● **Action item**:
Note how many lines in the entries below contain the string "halo", and answer with that number and no other text.

[Dataset entries]
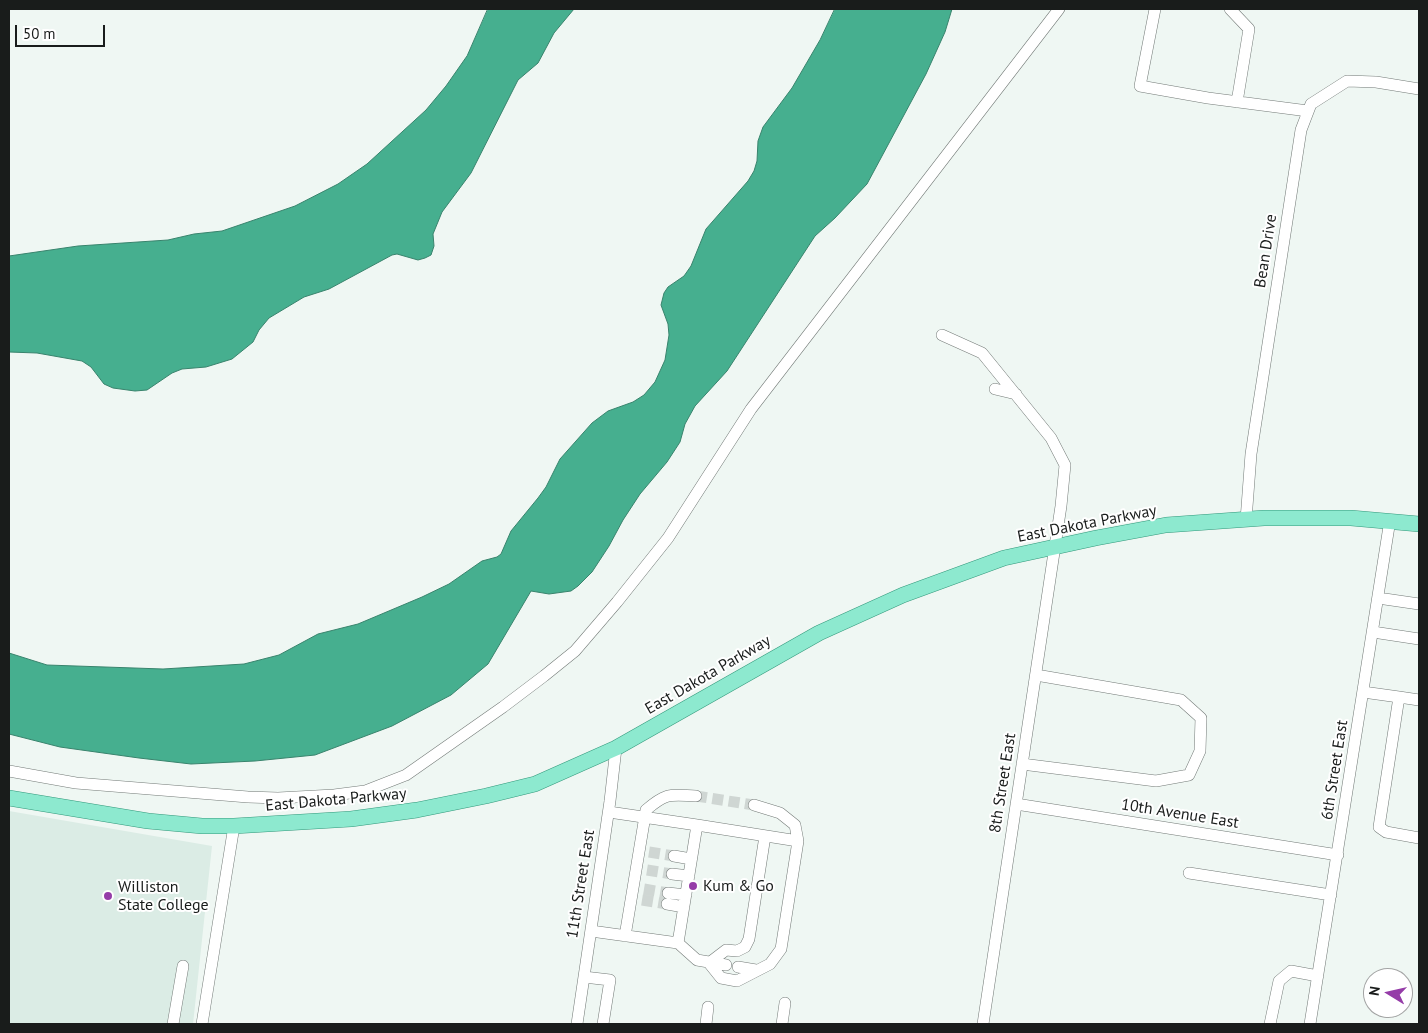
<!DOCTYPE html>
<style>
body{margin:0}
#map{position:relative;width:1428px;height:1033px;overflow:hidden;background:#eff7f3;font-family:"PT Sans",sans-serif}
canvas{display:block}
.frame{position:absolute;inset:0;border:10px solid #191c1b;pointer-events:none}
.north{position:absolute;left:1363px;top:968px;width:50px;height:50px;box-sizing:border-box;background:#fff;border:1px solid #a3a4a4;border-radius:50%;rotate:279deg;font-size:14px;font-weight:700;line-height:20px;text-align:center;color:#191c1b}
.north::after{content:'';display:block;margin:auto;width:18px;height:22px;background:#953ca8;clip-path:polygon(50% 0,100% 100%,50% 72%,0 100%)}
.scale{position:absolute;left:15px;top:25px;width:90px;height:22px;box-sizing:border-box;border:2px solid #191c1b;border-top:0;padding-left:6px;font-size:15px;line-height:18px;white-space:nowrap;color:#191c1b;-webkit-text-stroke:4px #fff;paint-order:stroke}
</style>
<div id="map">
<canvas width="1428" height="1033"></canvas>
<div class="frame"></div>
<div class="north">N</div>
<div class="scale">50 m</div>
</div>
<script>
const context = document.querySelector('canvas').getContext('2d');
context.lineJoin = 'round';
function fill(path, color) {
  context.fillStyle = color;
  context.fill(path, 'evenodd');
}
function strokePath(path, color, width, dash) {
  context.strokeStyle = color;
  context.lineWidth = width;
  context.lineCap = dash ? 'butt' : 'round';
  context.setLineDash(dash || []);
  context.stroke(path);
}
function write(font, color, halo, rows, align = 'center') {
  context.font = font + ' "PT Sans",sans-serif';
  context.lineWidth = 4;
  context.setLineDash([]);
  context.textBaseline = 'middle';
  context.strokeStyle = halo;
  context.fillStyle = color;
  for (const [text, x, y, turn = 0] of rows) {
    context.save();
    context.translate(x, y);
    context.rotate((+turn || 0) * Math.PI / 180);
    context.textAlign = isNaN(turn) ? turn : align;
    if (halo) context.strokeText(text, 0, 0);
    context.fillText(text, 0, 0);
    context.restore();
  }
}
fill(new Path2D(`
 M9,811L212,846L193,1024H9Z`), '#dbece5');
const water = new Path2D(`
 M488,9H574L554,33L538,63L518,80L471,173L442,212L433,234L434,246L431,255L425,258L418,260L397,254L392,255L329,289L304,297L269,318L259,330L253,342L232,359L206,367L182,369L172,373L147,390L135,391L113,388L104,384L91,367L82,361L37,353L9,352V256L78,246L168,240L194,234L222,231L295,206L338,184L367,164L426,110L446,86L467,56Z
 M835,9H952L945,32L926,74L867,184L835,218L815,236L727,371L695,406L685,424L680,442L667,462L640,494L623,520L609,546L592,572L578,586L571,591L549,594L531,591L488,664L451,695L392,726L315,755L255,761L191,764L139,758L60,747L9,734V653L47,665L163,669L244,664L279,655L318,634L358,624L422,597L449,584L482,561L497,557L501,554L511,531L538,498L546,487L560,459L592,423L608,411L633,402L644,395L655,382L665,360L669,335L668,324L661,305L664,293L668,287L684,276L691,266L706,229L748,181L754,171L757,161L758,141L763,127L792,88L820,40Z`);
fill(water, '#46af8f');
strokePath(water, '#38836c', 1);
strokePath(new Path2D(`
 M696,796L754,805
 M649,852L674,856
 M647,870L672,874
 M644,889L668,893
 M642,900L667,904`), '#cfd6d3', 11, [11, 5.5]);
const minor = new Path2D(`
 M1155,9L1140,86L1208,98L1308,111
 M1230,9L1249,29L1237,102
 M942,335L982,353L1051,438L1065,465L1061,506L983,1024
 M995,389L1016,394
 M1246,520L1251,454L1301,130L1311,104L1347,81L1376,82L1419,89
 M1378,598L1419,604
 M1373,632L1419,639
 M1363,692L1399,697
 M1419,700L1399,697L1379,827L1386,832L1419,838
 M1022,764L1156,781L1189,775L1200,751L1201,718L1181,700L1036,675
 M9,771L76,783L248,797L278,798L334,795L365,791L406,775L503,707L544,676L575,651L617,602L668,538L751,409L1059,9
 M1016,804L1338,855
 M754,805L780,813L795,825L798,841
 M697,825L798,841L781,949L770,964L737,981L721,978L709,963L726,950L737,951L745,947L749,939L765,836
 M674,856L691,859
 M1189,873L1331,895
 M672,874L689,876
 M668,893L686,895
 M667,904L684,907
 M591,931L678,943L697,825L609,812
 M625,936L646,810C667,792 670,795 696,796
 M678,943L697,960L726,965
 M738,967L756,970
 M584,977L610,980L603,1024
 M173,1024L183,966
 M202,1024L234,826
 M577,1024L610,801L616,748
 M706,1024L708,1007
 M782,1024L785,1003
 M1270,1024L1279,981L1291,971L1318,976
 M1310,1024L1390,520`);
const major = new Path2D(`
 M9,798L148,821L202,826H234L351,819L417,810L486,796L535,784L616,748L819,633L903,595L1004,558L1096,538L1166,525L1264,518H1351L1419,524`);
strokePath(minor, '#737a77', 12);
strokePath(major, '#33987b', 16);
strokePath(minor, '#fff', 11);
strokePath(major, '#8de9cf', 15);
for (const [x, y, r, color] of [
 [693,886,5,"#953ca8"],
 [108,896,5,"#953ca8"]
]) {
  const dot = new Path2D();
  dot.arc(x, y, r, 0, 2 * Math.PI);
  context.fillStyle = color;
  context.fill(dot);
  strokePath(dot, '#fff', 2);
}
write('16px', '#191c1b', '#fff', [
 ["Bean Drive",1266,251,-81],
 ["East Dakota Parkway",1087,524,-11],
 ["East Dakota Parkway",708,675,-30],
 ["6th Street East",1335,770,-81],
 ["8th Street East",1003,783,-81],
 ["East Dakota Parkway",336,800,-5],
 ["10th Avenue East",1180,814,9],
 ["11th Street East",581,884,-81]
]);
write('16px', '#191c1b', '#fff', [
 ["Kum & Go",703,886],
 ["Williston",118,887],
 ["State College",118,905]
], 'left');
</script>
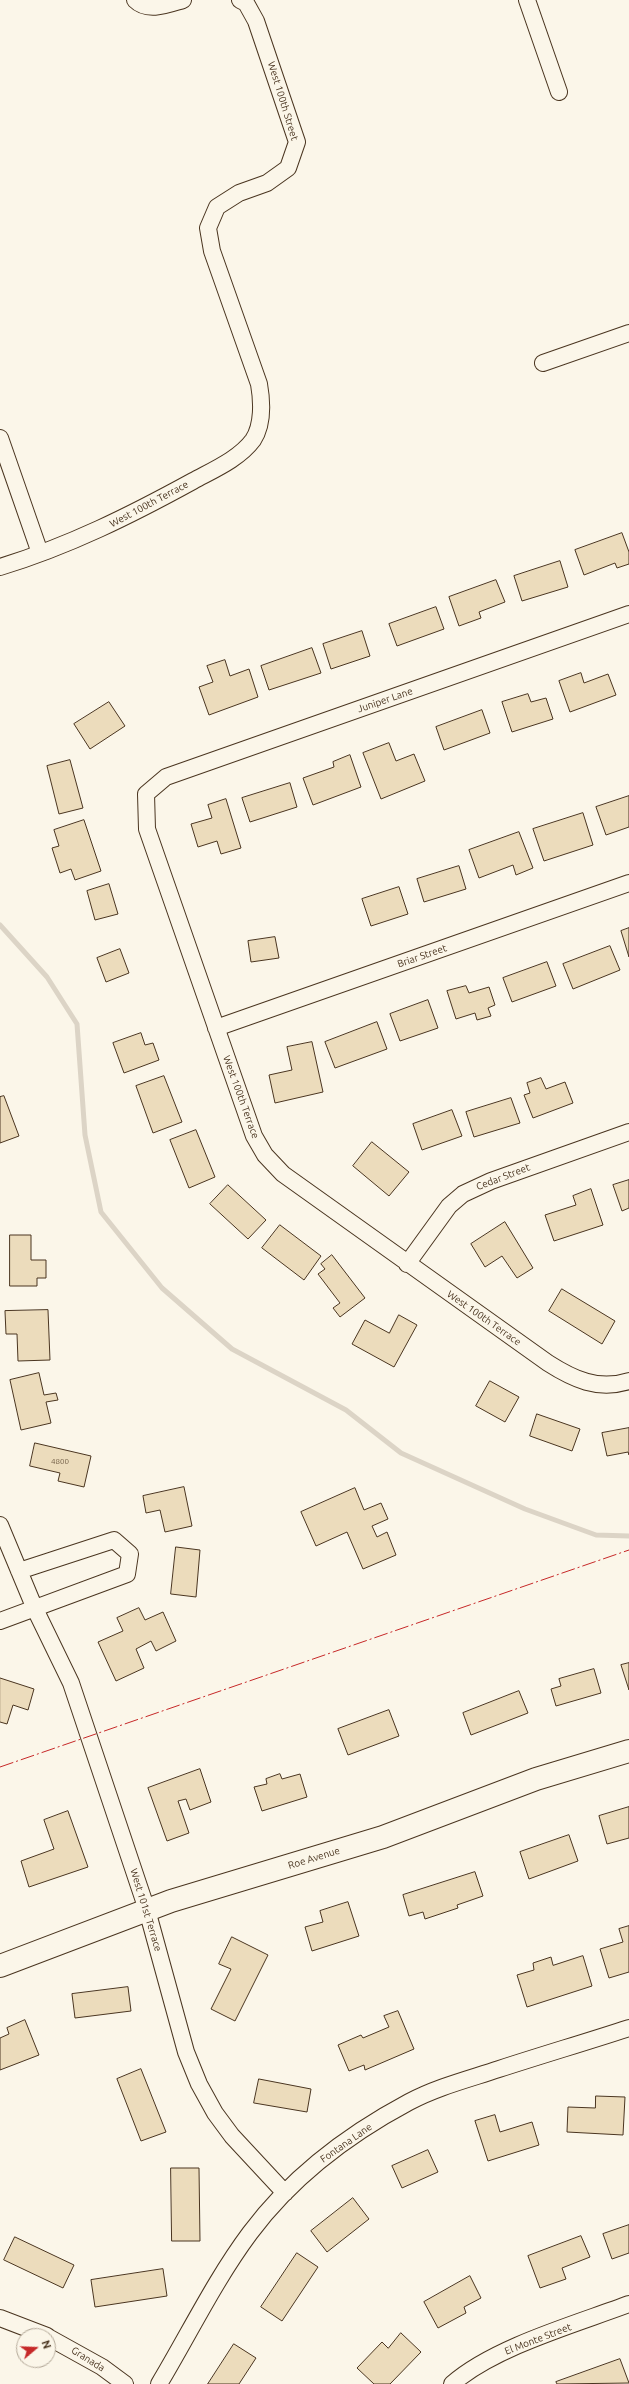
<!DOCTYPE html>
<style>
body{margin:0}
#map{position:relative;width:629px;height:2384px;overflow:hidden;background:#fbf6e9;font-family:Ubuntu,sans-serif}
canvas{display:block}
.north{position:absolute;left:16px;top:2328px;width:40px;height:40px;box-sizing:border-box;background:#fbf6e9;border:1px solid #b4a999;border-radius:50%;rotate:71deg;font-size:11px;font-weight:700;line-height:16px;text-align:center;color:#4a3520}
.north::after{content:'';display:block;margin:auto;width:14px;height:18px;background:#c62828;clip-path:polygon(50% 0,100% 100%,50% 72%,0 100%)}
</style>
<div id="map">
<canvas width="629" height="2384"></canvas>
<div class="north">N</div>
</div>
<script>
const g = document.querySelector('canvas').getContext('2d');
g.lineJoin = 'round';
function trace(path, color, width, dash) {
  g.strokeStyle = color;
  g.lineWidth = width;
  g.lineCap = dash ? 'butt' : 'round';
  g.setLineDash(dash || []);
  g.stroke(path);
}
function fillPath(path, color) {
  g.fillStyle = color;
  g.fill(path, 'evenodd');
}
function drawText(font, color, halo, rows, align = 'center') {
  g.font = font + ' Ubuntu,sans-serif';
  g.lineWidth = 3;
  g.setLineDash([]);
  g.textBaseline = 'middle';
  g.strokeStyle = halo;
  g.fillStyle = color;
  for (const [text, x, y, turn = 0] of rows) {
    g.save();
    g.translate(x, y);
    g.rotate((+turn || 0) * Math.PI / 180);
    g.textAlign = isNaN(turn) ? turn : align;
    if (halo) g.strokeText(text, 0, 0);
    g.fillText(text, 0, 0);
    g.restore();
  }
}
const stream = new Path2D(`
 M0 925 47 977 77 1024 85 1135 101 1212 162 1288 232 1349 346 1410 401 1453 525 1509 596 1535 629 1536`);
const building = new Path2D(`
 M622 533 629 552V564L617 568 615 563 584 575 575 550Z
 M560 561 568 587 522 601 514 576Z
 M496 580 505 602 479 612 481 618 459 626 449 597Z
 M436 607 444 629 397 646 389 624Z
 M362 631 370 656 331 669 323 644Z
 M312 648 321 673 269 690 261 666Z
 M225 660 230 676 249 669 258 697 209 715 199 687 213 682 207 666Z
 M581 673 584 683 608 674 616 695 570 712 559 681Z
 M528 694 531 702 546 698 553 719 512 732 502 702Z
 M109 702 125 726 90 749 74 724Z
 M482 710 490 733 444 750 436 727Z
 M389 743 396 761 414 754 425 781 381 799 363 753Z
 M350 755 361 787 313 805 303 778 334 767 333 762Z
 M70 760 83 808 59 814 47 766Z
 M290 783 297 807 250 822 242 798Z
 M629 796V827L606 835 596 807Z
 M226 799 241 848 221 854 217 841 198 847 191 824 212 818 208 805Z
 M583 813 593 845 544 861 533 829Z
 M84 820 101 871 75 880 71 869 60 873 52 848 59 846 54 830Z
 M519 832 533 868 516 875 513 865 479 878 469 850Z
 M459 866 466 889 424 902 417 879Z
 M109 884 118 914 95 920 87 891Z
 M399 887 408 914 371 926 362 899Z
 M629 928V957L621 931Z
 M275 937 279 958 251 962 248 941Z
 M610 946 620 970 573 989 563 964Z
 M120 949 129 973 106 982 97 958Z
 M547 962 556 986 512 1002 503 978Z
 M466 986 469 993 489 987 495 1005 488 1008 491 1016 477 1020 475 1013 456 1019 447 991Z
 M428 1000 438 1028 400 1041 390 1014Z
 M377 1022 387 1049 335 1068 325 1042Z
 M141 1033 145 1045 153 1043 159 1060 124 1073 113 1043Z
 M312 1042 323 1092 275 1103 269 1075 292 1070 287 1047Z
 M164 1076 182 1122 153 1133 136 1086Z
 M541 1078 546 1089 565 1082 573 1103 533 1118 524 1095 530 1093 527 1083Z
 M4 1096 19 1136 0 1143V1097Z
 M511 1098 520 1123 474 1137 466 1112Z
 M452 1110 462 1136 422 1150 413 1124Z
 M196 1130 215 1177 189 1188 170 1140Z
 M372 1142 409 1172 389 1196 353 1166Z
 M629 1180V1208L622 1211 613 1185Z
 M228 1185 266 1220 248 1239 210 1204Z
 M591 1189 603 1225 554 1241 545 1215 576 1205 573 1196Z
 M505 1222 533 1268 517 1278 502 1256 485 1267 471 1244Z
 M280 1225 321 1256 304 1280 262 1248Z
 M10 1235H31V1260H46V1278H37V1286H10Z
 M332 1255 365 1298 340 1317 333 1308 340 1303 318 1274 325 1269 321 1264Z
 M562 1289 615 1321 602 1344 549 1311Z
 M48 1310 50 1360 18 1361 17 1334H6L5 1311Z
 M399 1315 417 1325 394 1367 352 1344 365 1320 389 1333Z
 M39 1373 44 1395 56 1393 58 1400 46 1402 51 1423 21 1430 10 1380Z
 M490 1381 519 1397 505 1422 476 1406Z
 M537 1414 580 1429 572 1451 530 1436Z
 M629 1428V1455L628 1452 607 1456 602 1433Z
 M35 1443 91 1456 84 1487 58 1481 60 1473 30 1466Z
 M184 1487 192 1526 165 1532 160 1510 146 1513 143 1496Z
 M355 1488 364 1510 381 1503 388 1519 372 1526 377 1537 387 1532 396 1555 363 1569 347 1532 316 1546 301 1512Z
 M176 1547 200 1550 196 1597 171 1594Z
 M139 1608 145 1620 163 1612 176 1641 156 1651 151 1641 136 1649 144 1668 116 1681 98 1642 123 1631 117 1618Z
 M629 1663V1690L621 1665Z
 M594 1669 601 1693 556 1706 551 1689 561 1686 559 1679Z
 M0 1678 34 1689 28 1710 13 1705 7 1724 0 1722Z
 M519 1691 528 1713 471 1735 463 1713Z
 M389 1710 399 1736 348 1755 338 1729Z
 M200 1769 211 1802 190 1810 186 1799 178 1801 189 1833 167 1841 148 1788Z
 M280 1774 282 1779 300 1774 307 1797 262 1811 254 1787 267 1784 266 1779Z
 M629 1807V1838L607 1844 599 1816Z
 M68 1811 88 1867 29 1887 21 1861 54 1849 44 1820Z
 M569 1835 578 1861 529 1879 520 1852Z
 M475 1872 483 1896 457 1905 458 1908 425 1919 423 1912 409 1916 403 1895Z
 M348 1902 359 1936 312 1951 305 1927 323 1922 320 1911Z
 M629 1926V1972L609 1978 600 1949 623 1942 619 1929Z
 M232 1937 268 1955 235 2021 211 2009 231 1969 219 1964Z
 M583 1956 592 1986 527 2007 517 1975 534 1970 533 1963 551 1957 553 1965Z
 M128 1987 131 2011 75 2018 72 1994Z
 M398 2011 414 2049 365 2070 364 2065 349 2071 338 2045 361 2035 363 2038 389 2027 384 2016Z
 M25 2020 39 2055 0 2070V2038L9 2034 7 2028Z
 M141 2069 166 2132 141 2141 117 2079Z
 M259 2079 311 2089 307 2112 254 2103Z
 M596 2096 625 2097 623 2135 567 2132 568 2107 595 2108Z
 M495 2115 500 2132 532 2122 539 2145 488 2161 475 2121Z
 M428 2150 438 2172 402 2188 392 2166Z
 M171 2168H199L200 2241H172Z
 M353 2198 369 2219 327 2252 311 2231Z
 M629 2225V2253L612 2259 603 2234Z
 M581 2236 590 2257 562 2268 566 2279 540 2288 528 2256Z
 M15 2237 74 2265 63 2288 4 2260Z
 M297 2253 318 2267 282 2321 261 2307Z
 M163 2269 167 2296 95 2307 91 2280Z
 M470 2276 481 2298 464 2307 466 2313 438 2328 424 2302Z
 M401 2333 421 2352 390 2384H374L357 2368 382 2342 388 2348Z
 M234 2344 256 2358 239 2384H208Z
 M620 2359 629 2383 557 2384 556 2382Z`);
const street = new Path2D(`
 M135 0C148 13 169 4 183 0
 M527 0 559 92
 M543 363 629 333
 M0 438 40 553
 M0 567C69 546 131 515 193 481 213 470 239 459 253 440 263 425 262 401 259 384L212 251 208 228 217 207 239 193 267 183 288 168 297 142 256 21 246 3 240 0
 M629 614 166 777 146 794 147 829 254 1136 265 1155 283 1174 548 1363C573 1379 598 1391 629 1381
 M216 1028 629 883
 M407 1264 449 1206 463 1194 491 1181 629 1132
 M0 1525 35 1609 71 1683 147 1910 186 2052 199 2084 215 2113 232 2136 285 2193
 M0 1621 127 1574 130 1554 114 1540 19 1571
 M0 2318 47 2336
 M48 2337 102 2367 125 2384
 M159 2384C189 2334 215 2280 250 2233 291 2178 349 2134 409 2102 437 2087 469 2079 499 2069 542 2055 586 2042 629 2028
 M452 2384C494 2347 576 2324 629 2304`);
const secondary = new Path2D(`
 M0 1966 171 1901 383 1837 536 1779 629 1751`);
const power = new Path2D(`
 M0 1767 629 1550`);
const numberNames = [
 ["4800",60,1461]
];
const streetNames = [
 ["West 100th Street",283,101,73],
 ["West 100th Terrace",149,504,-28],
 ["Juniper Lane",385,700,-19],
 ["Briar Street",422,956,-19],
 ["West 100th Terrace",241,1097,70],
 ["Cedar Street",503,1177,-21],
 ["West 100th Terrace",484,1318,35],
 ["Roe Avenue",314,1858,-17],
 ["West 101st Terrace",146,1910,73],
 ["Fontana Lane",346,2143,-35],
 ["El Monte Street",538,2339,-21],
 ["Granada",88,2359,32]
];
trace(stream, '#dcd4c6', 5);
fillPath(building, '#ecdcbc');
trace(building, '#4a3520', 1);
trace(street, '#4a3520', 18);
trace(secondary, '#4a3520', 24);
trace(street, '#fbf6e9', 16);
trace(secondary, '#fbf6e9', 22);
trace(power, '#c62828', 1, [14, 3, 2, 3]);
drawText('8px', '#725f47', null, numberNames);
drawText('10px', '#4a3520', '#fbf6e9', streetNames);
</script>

● **Solved exercise**:
6